United Parcel Service is putting more of its quiet hybrid diesel/electric trucks in South Philly's Oregon Ave. depot than anywhere else in the U.S. 50 of its 200 new hybrids were scheduled to roll out here today, more than are going to Chicago, Washington, Minneapolis, Austin, Houston, or the New York area.
Why here? Because "the stop/start nature of Philly driving routes" makes Philadelphia the "most effective" place for the hybrids, according to UPS. We have the right mix of brake-tapping Center City crawl and expressway-exit snarl. The new trucks' "regenerative" brakes are hooked to reversing generators that are supposed to recharge the battery as the driver presses to slow down.

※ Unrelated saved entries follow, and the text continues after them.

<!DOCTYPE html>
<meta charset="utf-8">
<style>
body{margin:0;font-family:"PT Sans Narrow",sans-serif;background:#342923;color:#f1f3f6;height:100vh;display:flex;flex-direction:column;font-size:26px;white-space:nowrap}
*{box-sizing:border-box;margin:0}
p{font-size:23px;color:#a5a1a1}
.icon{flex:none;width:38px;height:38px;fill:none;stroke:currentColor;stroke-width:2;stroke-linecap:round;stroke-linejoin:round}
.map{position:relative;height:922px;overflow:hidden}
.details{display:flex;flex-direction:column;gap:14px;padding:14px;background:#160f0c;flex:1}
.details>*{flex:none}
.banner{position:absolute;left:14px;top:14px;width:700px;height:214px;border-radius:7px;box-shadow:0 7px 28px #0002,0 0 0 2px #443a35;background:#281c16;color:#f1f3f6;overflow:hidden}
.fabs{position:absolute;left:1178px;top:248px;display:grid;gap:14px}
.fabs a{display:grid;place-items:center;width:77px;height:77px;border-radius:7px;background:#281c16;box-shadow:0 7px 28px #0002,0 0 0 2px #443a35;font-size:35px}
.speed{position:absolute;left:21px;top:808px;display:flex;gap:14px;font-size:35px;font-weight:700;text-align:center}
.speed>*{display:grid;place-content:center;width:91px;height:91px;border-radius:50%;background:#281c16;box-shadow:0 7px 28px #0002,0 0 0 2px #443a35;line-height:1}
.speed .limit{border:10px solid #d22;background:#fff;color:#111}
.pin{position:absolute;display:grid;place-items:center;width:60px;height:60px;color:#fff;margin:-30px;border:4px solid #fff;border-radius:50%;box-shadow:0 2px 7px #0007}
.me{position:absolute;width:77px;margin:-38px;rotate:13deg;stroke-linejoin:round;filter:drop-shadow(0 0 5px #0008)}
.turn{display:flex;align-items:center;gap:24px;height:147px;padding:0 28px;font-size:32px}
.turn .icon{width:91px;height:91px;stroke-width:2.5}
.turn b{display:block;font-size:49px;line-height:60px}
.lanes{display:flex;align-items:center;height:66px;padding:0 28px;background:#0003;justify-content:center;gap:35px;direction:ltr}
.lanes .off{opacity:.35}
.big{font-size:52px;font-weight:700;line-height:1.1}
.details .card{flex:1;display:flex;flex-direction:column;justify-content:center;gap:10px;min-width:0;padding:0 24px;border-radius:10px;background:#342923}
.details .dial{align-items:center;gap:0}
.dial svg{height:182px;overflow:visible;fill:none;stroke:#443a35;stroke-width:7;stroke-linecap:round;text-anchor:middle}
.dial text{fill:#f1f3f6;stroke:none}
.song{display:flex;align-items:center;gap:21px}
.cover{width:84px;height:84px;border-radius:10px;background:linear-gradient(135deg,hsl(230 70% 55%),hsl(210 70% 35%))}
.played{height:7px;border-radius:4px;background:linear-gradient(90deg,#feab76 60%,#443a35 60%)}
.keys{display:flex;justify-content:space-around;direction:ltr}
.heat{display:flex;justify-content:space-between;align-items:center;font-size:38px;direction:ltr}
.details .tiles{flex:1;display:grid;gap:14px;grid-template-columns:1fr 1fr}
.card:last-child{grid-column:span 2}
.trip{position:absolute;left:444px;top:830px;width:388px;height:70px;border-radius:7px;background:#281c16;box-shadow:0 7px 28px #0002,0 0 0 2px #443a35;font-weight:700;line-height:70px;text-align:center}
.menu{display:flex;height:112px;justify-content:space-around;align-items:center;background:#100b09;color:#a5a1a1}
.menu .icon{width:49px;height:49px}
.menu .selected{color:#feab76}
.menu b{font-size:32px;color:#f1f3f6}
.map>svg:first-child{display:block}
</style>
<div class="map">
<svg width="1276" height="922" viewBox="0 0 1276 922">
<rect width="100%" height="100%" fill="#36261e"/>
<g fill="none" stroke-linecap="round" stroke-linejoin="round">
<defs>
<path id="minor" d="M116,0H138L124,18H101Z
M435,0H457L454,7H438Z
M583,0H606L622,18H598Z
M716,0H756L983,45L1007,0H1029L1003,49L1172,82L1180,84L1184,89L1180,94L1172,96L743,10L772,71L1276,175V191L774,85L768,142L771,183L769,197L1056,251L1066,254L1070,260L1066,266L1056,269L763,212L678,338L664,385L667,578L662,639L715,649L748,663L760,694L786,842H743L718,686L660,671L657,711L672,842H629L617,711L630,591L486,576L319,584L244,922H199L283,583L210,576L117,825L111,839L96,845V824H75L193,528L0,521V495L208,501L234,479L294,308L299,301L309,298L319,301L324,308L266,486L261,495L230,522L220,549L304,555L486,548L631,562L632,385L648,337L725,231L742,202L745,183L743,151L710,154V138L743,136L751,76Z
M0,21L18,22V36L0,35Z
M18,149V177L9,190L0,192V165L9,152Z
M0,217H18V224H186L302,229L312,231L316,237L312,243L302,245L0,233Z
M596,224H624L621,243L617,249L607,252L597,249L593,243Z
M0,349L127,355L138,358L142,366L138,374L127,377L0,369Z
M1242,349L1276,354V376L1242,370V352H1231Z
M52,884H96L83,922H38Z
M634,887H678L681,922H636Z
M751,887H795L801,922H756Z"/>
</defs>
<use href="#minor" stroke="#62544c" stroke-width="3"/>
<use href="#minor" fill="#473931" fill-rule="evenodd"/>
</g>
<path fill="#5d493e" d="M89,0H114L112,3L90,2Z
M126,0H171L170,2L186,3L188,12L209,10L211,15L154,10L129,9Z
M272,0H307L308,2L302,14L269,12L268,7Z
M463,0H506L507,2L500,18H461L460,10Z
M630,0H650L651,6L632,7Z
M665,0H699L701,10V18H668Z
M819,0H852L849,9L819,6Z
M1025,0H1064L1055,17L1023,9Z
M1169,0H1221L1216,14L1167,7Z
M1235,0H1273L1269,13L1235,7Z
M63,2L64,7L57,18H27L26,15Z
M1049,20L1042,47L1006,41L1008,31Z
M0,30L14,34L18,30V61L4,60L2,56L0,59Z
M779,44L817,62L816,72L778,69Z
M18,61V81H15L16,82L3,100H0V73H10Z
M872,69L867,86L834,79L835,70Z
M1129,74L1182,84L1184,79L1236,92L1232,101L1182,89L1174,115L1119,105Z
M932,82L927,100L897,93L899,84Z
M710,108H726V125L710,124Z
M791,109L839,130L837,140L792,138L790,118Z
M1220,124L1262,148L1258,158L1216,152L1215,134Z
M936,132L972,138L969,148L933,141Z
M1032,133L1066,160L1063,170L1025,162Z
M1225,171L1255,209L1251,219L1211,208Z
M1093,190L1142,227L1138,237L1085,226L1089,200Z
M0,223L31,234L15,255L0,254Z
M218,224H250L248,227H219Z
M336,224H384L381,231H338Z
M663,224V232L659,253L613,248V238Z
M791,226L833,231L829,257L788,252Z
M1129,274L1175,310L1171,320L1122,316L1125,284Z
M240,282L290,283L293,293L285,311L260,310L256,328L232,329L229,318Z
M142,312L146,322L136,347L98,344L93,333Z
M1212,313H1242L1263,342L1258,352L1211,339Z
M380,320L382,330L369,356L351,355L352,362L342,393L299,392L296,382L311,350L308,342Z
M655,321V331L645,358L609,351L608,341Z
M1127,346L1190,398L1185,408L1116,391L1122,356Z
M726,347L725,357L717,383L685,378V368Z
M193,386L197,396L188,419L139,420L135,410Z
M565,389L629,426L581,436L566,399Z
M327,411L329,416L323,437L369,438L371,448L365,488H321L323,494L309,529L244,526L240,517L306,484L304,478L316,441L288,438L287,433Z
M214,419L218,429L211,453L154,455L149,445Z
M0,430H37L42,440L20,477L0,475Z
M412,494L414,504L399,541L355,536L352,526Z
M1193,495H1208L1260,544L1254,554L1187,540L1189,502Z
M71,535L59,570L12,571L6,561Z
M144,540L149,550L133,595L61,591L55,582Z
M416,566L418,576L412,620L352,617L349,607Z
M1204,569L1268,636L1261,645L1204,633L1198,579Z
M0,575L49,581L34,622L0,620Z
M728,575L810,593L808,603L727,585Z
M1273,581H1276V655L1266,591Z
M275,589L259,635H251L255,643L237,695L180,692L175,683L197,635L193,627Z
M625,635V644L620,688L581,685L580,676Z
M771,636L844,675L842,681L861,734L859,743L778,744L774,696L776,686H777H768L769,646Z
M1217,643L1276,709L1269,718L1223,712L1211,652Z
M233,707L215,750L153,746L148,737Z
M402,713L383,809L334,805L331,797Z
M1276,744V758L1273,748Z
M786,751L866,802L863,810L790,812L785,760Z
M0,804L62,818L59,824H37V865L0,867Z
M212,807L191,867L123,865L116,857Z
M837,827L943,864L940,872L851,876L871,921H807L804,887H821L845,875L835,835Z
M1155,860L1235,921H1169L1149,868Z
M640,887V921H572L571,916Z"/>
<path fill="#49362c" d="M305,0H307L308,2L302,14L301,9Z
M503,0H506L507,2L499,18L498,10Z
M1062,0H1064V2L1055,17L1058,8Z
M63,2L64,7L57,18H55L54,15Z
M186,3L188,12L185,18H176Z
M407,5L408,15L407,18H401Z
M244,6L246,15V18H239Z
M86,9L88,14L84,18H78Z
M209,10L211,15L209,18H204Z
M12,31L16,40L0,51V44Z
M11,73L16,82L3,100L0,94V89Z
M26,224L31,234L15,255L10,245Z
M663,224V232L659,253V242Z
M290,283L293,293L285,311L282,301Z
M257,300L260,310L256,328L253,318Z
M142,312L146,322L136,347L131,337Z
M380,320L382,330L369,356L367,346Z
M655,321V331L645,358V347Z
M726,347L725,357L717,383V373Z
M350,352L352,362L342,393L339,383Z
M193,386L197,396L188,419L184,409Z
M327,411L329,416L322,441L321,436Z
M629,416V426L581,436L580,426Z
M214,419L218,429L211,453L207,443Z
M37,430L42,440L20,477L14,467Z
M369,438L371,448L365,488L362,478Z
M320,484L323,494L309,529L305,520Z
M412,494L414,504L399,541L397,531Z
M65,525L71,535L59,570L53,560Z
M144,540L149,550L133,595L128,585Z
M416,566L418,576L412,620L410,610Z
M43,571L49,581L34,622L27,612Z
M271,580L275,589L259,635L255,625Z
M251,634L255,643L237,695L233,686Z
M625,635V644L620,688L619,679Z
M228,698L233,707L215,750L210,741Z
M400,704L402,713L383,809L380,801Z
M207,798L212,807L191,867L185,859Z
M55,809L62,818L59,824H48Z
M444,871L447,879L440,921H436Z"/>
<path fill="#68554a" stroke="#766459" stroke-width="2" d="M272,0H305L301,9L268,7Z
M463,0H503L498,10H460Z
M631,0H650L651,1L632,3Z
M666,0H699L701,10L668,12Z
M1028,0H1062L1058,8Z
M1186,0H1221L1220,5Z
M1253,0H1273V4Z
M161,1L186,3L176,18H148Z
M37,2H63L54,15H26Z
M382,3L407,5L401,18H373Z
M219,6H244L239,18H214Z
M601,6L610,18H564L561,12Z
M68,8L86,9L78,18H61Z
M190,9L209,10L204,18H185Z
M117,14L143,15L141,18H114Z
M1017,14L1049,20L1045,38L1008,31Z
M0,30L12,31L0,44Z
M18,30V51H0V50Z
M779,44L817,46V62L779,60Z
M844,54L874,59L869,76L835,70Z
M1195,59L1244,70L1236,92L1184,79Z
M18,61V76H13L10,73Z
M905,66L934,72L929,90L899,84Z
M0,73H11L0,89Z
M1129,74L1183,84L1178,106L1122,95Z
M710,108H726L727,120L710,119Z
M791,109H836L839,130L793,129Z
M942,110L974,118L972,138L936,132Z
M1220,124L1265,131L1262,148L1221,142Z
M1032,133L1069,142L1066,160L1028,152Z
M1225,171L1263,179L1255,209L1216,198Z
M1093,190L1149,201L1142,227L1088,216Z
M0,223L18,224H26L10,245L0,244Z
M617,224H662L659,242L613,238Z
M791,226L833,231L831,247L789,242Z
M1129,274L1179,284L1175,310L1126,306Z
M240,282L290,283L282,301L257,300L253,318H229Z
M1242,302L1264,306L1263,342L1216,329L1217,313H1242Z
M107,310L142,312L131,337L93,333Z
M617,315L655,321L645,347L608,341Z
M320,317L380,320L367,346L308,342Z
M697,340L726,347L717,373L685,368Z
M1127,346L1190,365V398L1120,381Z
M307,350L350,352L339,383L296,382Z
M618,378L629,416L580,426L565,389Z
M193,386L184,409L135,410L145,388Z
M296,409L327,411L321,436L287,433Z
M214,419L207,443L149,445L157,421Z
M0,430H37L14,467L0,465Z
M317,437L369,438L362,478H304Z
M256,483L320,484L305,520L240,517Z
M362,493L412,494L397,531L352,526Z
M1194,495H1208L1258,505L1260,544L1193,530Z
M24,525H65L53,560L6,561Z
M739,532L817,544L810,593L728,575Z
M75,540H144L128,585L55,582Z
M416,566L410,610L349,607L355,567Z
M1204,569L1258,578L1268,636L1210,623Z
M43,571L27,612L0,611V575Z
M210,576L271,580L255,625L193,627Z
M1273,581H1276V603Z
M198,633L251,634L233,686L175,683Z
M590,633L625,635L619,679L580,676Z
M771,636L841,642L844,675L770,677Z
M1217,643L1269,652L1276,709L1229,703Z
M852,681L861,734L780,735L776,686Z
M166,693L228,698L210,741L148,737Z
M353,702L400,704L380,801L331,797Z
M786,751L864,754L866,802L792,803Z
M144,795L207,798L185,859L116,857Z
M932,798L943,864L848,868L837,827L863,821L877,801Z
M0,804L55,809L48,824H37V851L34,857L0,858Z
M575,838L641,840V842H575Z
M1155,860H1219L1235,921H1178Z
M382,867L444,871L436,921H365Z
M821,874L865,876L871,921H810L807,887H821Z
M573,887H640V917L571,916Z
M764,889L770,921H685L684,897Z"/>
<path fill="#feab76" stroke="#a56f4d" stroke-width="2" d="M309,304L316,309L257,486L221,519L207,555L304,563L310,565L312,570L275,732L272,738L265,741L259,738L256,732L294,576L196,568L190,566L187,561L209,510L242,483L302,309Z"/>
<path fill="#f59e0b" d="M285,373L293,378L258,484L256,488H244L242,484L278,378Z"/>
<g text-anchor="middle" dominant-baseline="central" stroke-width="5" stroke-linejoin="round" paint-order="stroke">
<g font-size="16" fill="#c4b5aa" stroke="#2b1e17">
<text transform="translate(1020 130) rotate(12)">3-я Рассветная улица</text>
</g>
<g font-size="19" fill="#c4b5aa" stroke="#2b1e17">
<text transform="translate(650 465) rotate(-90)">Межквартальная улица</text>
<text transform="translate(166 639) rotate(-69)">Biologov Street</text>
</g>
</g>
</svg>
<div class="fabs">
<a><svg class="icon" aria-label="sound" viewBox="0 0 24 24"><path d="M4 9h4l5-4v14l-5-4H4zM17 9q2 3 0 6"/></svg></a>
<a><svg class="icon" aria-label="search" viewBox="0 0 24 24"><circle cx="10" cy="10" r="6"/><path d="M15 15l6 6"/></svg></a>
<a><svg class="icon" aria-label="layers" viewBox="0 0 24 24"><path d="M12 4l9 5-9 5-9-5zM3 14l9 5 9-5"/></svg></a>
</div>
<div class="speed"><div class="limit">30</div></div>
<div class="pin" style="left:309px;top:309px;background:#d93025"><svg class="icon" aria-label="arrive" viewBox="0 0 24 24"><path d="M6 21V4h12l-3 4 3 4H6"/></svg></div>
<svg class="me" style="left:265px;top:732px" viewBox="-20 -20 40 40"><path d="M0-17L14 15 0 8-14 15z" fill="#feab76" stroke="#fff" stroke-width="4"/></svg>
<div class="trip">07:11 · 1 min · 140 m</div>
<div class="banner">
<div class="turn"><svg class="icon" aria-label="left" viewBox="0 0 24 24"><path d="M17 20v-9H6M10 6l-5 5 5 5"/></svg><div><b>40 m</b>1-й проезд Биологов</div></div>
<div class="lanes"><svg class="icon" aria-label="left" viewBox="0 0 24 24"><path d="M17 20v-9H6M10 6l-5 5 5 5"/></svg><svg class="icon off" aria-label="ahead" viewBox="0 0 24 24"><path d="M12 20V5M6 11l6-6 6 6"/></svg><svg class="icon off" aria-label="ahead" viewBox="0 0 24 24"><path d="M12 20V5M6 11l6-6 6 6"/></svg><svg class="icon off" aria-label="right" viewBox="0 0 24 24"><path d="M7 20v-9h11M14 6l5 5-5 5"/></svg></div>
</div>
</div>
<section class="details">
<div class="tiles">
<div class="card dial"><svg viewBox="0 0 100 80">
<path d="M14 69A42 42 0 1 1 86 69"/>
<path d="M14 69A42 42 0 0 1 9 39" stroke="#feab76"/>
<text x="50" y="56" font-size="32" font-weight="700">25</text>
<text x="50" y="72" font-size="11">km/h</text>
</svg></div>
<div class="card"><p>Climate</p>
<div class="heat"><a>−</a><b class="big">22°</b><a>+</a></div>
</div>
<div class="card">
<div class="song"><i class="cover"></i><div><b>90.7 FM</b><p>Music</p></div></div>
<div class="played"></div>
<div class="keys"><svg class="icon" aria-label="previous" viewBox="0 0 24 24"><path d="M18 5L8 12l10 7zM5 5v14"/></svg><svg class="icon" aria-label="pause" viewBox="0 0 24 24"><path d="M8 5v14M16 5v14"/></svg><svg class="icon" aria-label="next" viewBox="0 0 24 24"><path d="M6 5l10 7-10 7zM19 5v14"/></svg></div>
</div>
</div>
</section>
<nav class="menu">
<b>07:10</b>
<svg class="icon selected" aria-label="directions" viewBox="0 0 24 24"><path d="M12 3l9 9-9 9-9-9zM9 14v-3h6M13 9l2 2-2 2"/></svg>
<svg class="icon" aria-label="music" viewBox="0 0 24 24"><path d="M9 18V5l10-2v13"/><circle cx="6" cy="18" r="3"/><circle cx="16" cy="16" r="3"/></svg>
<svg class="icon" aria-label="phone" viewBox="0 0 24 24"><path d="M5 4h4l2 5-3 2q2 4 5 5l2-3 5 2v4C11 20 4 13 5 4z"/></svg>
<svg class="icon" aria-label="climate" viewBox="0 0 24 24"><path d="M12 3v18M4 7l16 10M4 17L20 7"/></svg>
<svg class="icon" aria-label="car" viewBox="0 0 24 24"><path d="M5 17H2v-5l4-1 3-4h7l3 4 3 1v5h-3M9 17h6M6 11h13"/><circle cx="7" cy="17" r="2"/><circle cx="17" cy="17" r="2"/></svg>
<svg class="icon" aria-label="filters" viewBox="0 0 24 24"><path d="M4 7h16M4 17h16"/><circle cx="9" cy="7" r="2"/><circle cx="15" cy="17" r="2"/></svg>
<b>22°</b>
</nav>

UPS delivery trucks burn roughly 2,500 gallons of diesel a year, Robert Hall, the company's director of maintenance and engineering, told me. The company figures it can chop that by one-third with the hybrids.
The trucks look like conventional brown UPS diesel delivery vans. They're built by Freightliner Custom Chassis Corp. in Gaffney, S.C., and assembled at Utilimaster Corp.'s Indiana Plant, with Eaton Corp. hybrid power systems and lithium-ion batteries.
The company previously deployed 50 earlier-model hybrids in Southern cities. Manhattan isn't getting any of the latest model: "New York's very different. Those high-rise stops take a very long time," said Hall. It's cheaper to turn those trucks off.